Bibliographie : impossible de citer tous les ouvrages auxquels Patrick a participé de près ou de loin. Retenons qu'en littérature, PPDA est surtout connu pour ses romans émouvants et ses portraits ressemblants, tellement bien documentés que certains esprits chagrins lui reprochent de les avoir recopiés dans des ouvrages existants (comme si Patrick avait le temps de lire les livres des autres).
(p. 30)
Bernard-Henri Lévy naît en Algérie, en 1948, puis s'installe à Neuilly, qui a l'avantage d'être plus proche du Flore. A Paris, il fait de brillantes études en philosophie et marketing et réalise que, comme l'écrit Deleuze, "plus le contenu de pensée est faible, plus le penseur prend d'importance". Fort de cette Weltanschauung révolutionnaire, il invente la "nouvelle philosophie", dépose le concept, déboutonne sa chemise, se fait une permanente et passe à la télé. Le succès est immédiat et pas que chez les coiffeurs. Touche-à-tout de génie, il écrit aussi bien (ou aussi mal selon les anciens philosophes aigris) des pièces de théâtre, des essais, des romans, des articles et des cartes postales de partout. Visionnaire, il aide François Mitterrand à se faire élire, en 1981, en cessant de le conseiller dès 1976. Tout comme ses fameux décolletés, son sens du contact humain est vertigineux : une rencontre de quelques heures avec le chef afghan Massoud lui suffit pour devenir aussitôt son ami de vingt ans.

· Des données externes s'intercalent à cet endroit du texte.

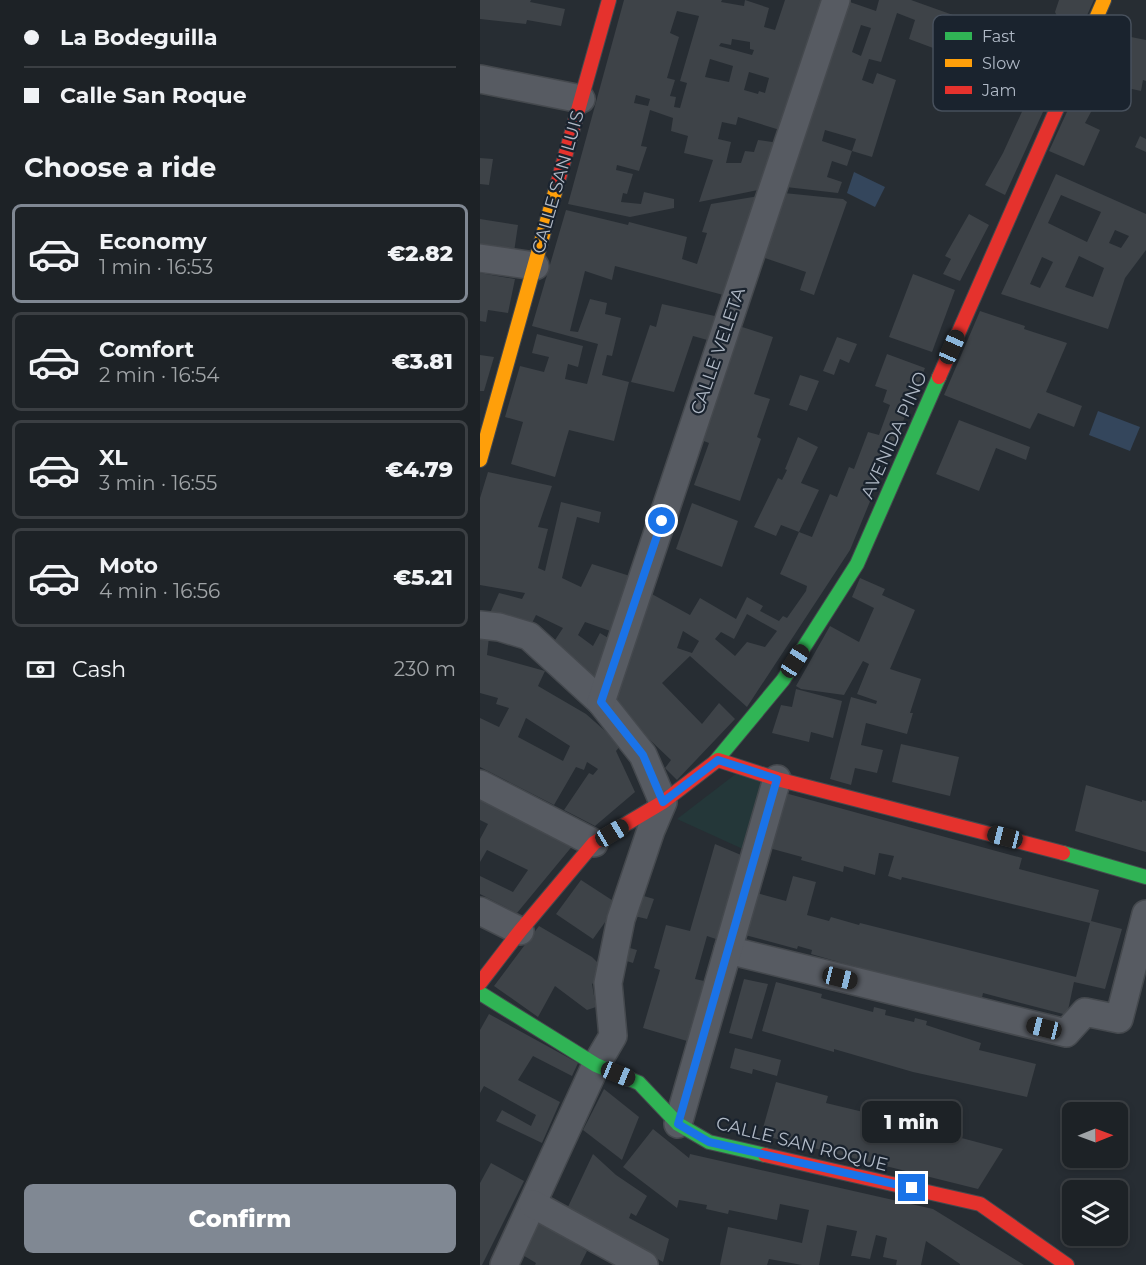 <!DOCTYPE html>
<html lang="en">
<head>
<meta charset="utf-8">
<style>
  :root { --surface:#1d2226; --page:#252a2e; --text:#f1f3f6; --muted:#a0a4a7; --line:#3b3f43; --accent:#808893 }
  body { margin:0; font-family:Montserrat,sans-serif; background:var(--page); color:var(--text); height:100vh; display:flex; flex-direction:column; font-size:22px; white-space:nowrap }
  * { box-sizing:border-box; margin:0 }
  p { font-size:20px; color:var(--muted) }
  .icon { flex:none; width:33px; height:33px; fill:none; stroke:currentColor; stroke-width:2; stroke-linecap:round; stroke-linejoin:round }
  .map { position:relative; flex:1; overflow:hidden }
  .side { display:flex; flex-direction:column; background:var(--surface); width:480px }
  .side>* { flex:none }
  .guide { display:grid; align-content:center; height:132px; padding:0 24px; background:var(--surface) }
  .needle { width:39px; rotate:89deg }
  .controls { position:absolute; left:582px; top:1102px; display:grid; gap:12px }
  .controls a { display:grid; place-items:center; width:66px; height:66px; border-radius:9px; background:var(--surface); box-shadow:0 3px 9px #0003,0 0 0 2px var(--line); font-size:30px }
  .end { position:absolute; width:27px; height:27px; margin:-14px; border:8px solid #1a73e8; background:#fff; box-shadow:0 0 0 3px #fff }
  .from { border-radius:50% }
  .bubble { position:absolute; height:42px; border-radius:9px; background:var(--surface); box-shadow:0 3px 9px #0003,0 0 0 2px var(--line); font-size:20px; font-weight:800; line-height:42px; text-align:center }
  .car { position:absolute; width:18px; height:36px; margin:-18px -9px; border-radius:8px; box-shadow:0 0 4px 2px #0007; background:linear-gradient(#222 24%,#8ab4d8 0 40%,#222 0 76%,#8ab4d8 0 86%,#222 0) }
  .guide b { display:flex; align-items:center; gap:21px; height:57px; font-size:22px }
  .guide b+b { border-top:2px solid var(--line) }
  .guide i { width:15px; height:15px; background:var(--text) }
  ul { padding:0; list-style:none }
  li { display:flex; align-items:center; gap:18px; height:99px; margin:0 12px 9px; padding:0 12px; border:3px solid var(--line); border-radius:9px }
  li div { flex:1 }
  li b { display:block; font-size:22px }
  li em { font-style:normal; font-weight:800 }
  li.on { border-color:var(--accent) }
  li>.icon { width:54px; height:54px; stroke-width:1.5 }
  h2 { padding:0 24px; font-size:27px; line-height:72px }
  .pay { display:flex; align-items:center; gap:15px; height:66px; padding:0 24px; font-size:22px }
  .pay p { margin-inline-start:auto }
  .cta { display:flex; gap:12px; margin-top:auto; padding:12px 24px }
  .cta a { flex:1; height:69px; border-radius:9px; background:var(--accent); color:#fff; font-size:24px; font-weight:800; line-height:69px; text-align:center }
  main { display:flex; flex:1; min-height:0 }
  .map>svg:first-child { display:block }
</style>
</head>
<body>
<main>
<section class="side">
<div class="guide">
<b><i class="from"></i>La Bodeguilla</b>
<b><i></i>Calle San Roque</b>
</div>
<h2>Choose a ride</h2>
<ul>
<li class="on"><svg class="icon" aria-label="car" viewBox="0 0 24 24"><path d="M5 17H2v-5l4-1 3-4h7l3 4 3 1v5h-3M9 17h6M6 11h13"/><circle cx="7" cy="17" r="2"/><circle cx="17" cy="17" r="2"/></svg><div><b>Economy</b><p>1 min · 16:53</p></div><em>€2.82</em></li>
<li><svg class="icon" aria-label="car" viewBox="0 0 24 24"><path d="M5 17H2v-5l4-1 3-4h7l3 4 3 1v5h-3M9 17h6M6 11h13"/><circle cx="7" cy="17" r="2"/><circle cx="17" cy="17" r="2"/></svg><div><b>Comfort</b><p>2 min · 16:54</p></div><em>€3.81</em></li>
<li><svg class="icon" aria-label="car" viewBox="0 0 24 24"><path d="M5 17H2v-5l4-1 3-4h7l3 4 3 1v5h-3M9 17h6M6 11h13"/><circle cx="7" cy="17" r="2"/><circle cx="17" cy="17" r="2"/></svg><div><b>XL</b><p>3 min · 16:55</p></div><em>€4.79</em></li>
<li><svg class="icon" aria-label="car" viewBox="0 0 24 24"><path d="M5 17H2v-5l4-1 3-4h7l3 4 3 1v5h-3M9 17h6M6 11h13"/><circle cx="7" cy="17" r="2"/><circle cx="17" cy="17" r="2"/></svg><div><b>Moto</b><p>4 min · 16:56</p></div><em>€5.21</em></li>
</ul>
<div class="pay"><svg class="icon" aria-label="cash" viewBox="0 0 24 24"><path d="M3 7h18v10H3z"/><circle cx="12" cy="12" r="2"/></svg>Cash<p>230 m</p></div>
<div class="cta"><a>Confirm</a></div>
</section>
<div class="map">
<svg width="666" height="1265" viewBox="0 0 666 1265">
  <rect width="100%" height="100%" fill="#272d33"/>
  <path fill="#243739" d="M 257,773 L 287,784 L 265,850 L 197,819 Z"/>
  <g fill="#34465c">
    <path d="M 374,172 L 405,187 L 395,207 L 367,193 Z"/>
    <path d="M 618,411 L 660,427 L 650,451 L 609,435 Z"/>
  </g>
  <g fill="#3e4348" fill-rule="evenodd">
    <path d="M 0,0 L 51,0 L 50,2 L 85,9 L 81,26 L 47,20 L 46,24 L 0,19 Z"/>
    <path d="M 144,0 L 242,0 L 241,2 L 264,6 L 265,0 L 289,8 L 284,27 L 295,30 L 305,0 L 346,0 L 303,131 L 258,117 L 256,125 L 242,122 L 238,139 L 251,142 L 246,163 L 261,163 L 265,151 L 274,152 L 278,140 L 299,143 L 283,189 L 219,202 L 233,160 L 204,153 L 208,136 L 191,131 L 193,118 L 170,110 L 161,146 L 167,147 L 159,171 L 137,165 L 136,170 L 153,174 L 147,194 L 143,193 L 141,202 L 161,204 L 164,192 L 194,199 L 194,208 L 150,217 L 88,204 ZM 197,11 L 219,16 L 200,81 L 207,83 L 200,108 L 194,107 L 196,97 L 190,96 L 195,80 L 187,78 L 199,37 L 190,33 ZM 252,39 L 270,42 L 270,49 L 274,50 L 272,55 L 239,46 L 241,43 L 251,45 ZM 230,59 L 253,66 L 249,82 L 225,77 ZM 269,72 L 289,78 L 285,93 L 279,91 L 278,94 L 264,90 ZM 156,95 L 170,99 L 168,106 L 154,103 Z"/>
    <path d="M 399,0 L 431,0 L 501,25 L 488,61 L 429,39 L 435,20 L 417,13 L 401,62 L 389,59 L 382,80 L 393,84 L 397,73 L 416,80 L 392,157 L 372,151 L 367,166 L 352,161 L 347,177 L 362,182 L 358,193 L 306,187 L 367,1 L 396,11 ZM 381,25 L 391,28 L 381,56 L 372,52 ZM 345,130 L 376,139 L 372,151 L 342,141 Z"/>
    <path d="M 579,0 L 614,0 L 525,195 L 505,185 L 523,153 L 574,42 L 576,44 L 580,36 L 583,28 L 575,12 Z"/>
    <path d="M 641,35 L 666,40 L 666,81 L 663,80 L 661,91 L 629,84 L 632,70 L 610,63 L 621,40 L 638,45 Z"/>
    <path d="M 597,90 L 618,99 L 605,123 L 620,130 L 604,166 L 569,151 Z"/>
    <path d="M 660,136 L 666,139 L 666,152 L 655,147 Z"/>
    <path d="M 0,158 L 13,159 L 9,185 L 0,184 Z"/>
    <path d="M 576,174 L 666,214 L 666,250 L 645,278 L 628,329 L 521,294 ZM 581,195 L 621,212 L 607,242 L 568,223 ZM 635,230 L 649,236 L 641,248 L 629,243 ZM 599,256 L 624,268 L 613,297 L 585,287 ZM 562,257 L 573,262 L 560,288 L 550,284 Z"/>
    <path d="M 304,193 L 363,199 L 367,202 L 334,295 L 320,290 L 326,272 L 282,257 Z"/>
    <path d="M 279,196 L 247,296 L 135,266 L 132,280 L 105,271 L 90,331 L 98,332 L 110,299 L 127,303 L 125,314 L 141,318 L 132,356 L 127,355 L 122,375 L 149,382 L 134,441 L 89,430 L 75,477 L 31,464 L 43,422 L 25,417 L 40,366 L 64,372 L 69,357 L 52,353 L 57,334 L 103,346 L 98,367 L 88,364 L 85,379 L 107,384 L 118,344 L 52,326 L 86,210 L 148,225 L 149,222 L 207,237 L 202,259 L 217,264 L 227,233 L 222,232 L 231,204 Z"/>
    <path d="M 489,214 L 509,225 L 480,281 L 463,274 L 471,259 L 465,256 Z"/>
    <path d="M 0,219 L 38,225 L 34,252 L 0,247 Z"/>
    <path d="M 0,273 L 35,279 L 28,313 L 8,310 L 6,322 L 0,321 Z"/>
    <path d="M 433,274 L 475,290 L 452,352 L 409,337 Z"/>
    <path d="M 182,304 L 239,317 L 231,341 L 213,336 L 194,392 L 151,382 L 170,325 L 176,327 Z"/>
    <path d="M 500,311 L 545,326 L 544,329 L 587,343 L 566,392 L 602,406 L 594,427 L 558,413 L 550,429 L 464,395 Z"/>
    <path d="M 259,326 L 293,337 L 274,394 L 290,399 L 277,437 L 281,439 L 260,501 L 214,485 L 229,443 L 221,440 Z"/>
    <path d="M 357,337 L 377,344 L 369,363 L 360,359 L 354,375 L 343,371 Z"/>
    <path d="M 407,354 L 445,368 L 370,550 L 267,707 L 210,656 L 182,683 L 222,724 L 239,703 L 255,719 L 197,780 L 185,768 L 191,760 L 131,703 L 170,593 L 210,615 L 220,598 L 256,619 L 267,597 L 283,606 L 280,611 L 299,621 L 303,616 L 307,618 L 326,591 L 327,586 L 300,574 L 319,532 L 332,537 L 350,494 L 357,497 L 369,467 L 374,469 L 388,432 L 399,435 L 410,405 L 403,402 L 407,390 L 395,386 ZM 267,614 L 297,631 L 285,647 L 267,642 L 255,656 L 235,639 L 241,632 L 254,639 ZM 203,631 L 219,641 L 212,653 L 197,648 Z"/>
    <path d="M 0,355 L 14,357 L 4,391 L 0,391 Z"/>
    <path d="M 320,375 L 339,381 L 327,411 L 309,405 Z"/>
    <path d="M 479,420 L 550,447 L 546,460 L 516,448 L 499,491 L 456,474 Z"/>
    <path d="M 318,437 L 338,447 L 321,483 L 339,490 L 319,532 L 301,525 L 296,536 L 274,527 L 298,478 L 302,480 L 307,470 L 305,469 Z"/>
    <path d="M 8,472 L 72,486 L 58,527 L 68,529 L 58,568 L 65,571 L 81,502 L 121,512 L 119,523 L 97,517 L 82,578 L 101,587 L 112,564 L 150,576 L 133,632 L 105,622 L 98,635 L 113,646 L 120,633 L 130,639 L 116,678 L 73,643 L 83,628 L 56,615 L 51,625 L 10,613 L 19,593 L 42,599 L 45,593 L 0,585 L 0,498 Z"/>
    <path d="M 212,503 L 258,521 L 242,567 L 196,549 Z"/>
    <path d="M 380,578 L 405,589 L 402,595 L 435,610 L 410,669 L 441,679 L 430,713 L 433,713 L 427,734 L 386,723 L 381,745 L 403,750 L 397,773 L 375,768 L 371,785 L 350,779 L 371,697 L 396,704 L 397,701 L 377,694 L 389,664 L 383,661 L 364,695 L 321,689 L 316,686 L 350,626 L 379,642 L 394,608 L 372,597 Z"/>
    <path d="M 0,636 L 9,637 L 7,655 L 65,671 L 58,686 L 106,714 L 141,745 L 136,751 L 155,792 L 115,826 L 84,810 L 109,773 L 113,775 L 118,769 L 107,762 L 104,770 L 96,767 L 74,805 L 0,767 L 0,718 L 19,727 L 29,708 L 16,704 L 18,698 L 0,693 ZM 46,718 L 90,746 L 83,761 L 38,737 Z"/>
    <path d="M 316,689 L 362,701 L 353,738 L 331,732 L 329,742 L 292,733 L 301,705 L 312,707 Z"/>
    <path d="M 421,744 L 479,757 L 470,796 L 412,782 Z"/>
    <path d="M 606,785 L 662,802 L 662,800 L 666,801 L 666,852 L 595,831 Z"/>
    <path d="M 305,793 L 542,858 L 539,869 L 619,890 L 611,921 L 642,929 L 625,989 L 594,982 L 587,1015 L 503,993 L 501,1003 L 367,969 L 369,965 L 331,954 L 332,950 L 318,946 L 317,949 L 265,935 L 277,893 L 306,901 L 313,876 L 336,882 L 327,915 L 349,921 L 351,917 L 379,925 L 380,923 L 596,977 L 610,923 L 422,877 L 421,880 L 408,876 L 414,856 L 399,853 L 395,875 L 364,866 L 363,872 L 321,860 L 322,857 L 289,848 Z"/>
    <path d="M 0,797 L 94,844 L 37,913 L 0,894 L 0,876 L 33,892 L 48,870 L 7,850 L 0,862 L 0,839 L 8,824 L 0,820 Z"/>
    <path d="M 235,844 L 261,855 L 236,939 L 227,936 L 215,979 L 224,981 L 207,1041 L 163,1028 L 180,970 L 174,968 L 186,925 L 210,931 Z"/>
    <path d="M 101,880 L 138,904 L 113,939 L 76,914 Z"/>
    <path d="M 157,894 L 174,899 L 167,919 L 150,915 Z"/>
    <path d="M 59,926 L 112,957 L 120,965 L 116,981 L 112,984 L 116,1007 L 107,1010 L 75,986 L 58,1017 L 14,986 Z"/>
    <path d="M 143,946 L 157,950 L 153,963 L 140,959 Z"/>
    <path d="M 264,979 L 288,984 L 272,1039 L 249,1033 Z"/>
    <path d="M 296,982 L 342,994 L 341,998 L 393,1012 L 394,1007 L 406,1010 L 405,1015 L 434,1022 L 435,1018 L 447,1021 L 446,1025 L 501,1043 L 499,1050 L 556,1064 L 547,1097 L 433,1072 L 354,1049 L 354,1052 L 282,1031 Z"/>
    <path d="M 9,1014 L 98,1063 L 92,1076 L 53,1056 L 38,1080 L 80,1102 L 62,1143 L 16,1121 L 22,1110 L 51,1126 L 56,1115 L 4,1086 L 0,1093 L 0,1030 Z"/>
    <path d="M 255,1048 L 301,1060 L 297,1076 L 273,1069 L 272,1074 L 250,1068 Z"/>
    <path d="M 296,1082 L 348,1096 L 346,1103 L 400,1116 L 397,1127 L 456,1142 L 459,1132 L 523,1149 L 498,1189 L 281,1135 Z"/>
    <path d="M 124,1089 L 159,1117 L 142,1160 L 103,1130 Z"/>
    <path d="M 173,1129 L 209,1158 L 210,1154 L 453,1209 L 544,1265 L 480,1265 L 480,1264 L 446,1241 L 441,1265 L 416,1265 L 417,1260 L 403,1257 L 407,1238 L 396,1235 L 390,1259 L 374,1256 L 371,1256 L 377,1231 L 347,1225 L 339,1265 L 322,1265 L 289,1259 L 287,1265 L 240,1265 L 248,1227 L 322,1243 L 329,1210 L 300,1204 L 297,1220 L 249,1210 L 248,1214 L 226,1209 L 227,1205 L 199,1200 L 197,1208 L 143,1167 Z"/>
    <path d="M 113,1154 L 136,1175 L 167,1196 L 156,1216 L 151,1213 L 149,1218 L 189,1239 L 183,1262 L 87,1209 Z"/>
    <path d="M 11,1163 L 44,1181 L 2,1265 L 0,1265 L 0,1183 Z"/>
    <path d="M 57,1220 L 107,1251 L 100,1265 L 55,1265 L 56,1263 L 41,1254 Z"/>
  </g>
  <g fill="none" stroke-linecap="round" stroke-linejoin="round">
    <defs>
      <g id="street">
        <path d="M 0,79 L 101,99"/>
        <path d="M 0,258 L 55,266"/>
        <path d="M 0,625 L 19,627 L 49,636 L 121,702 L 163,755 L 183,802 L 171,830 L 141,919 L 128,983 L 133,1036 L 116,1065 L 24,1265"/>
        <path d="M 121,702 L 356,0"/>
        <path d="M 0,784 L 114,843"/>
        <path d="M 0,911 L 40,931"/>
        <path d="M 248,950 L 586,1033 L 605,1012 L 639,1019 L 666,914"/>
        <path d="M 198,1124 L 297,779"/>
        <path d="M 53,1204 L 164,1265"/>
      </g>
      <g id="fast">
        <path d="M 235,762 L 303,680 L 377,564 L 459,377"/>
        <path d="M 583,853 L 666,877"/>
        <path d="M 0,993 L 116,1065 L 159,1083 L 198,1124 L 229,1142 L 285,1155"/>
      </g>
      <g id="slow">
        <path d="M 589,81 L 624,0"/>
        <path d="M 0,460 L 77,185"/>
      </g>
      <g id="jam">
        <path d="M 77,185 L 129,0"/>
        <path d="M 459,377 L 589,81"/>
        <path d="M 238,760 L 297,779 L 583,853"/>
        <path d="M 0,983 L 40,931 L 114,843 L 183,802 L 235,762"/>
        <path d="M 285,1155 L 500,1204 L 587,1265"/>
      </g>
    </defs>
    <use href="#street" stroke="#45494e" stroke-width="30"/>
    <use href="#fast" stroke="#45494e" stroke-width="16"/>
    <use href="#slow" stroke="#45494e" stroke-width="16"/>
    <use href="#jam" stroke="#45494e" stroke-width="16"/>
    <use href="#street" stroke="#575b62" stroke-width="27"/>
    <use href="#fast" stroke="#30b455" stroke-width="14"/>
    <use href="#slow" stroke="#ff9f0a" stroke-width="14"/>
    <use href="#jam" stroke="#e5322d" stroke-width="14"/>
  </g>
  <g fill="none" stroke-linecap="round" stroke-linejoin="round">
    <path stroke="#1a73e8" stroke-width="8" d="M 182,521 L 121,702 L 163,755 L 183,802 L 238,760 L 297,779 L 198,1124 L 229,1142 L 432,1188"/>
  </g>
  <g text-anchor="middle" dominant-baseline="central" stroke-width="4.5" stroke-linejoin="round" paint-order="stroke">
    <g font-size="18" fill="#b0b9c6" stroke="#1a232e">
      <text transform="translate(78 182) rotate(-74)">CALLE SAN LUIS</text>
      <text transform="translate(238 351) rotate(-71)">CALLE VELETA</text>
      <text transform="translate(414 435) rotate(-66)">AVENIDA PINO</text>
      <text transform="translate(322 1144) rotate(14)">CALLE SAN ROQUE</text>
    </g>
  </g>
  <rect x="453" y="15" width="198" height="96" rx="9" fill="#1a232e" stroke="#47505c" stroke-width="1.5"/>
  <rect x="465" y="32" width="27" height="8" fill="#30b455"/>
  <rect x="465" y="59" width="27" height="8" fill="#ff9f0a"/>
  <rect x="465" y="86" width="27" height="8" fill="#e5322d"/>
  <g font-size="16" fill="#b0b9c6">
    <text x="502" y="42">Fast</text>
    <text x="502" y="69">Slow</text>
    <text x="502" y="96">Jam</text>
  </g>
</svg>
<div class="controls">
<a><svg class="needle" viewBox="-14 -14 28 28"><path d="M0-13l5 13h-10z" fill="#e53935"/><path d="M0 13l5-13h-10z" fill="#a0a4a7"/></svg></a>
<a><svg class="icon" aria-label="layers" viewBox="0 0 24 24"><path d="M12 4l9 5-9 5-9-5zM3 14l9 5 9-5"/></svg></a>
</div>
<i class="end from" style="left:182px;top:521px"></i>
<i class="end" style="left:432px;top:1188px"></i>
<div class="bubble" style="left:382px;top:1101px;width:99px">1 min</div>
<i class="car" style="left:472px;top:347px;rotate:24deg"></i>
<i class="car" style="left:315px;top:661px;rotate:33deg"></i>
<i class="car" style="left:132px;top:833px;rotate:59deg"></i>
<i class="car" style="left:525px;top:837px;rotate:284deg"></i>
<i class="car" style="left:360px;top:978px;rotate:104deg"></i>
<i class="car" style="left:564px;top:1028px;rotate:284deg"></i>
<i class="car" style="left:138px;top:1074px;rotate:112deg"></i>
</div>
</main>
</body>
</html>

Critiqué, démenti, entarté, jamais Bernard-Henri ne se décourage. Toujours il reprend sa plume et la route des pays ravagés par la guerre, et chacun de ses livres est un événement salué comme il se doit par une critique nullement intimidée ni par son bras, qu'il peut avoir long, ni par ses idées, qui savent rester courtes.
(p. 56)
Maxime Chattam est mis au monde, en 1976, dans le Val-d'Oise par une infirmière au crâne cornu dans un hôpital aux murs suintant de sang. Durant son adolescence, alors qu'il s'appelle encore Maxime Drouot, rien ne laisse présager de ce que sera son destin. Il prend des cours de comédie, découvre les Etats-Unis et la littérature dans les polars américains. C'est au cours d'un atelier de 'creative writing' satanique qu'il apprend ses premiers trucs démoniaques comme ne pas résumer en un paragraphe ce qui peut se dire en au moins un chapitre, ni en un livre ce qui peut se décliner en une trilogie. Après l'avoir vu jouer, Robert Hossein lui suggère de plutôt écrire. Il rencontre Michel Lafon qui lui fait signer un contrat chtonien avec son sang. Maxime s'enferme alors dans une pièce éclairée seulement par six bougies noires, s'installe à son bureau qu'il a placé au centre d'un pentagramme tracé à même le sol et commence à écrire sous le regard fatigué d'un hibou qui en a vu d'autres. [...]
(p. 104)
Parce que la chair est triste et que sa liseuse est en panne, Michel [Houellebecq] fait tourner une machine de blanc et se met à son nouveau livre : l'histoire de Vincent et Pascal, deux écrivaillons fatigués avec lesquels il s'est lié d'amitié dans un bordel de Bangkok, un soir où ils se sont retrouvés tous les trois par hasard dans la même mineure. [...] Michel veut être "Romain Gary à l'envers" et signer sous son nom des livres qu'il n'a pas écrits. Vincent et Pascal acceptent de rédiger le prochain faux Houellebecq : l'histoire d'un type qui a vendu à Google un système de localisation par satellite du point G de toutes les femmes de la planète. Pendant qu'ils écrivent le livre de Michel, celui-ci écrit l'histoire de Vincent et Pascal écrivant sur lui tout en se faisant sucer convenablement par sa femme de ménage marocaine devant le "13 heures" d'Elise Lucet pour changer de Jean-Pierre Pernaut. Tandis qu'il se branle devant "Questions pour un champion", Michel se fait assassiner par une Femen. Au "Grand Journal", la polémique fait rage.
(p. 167)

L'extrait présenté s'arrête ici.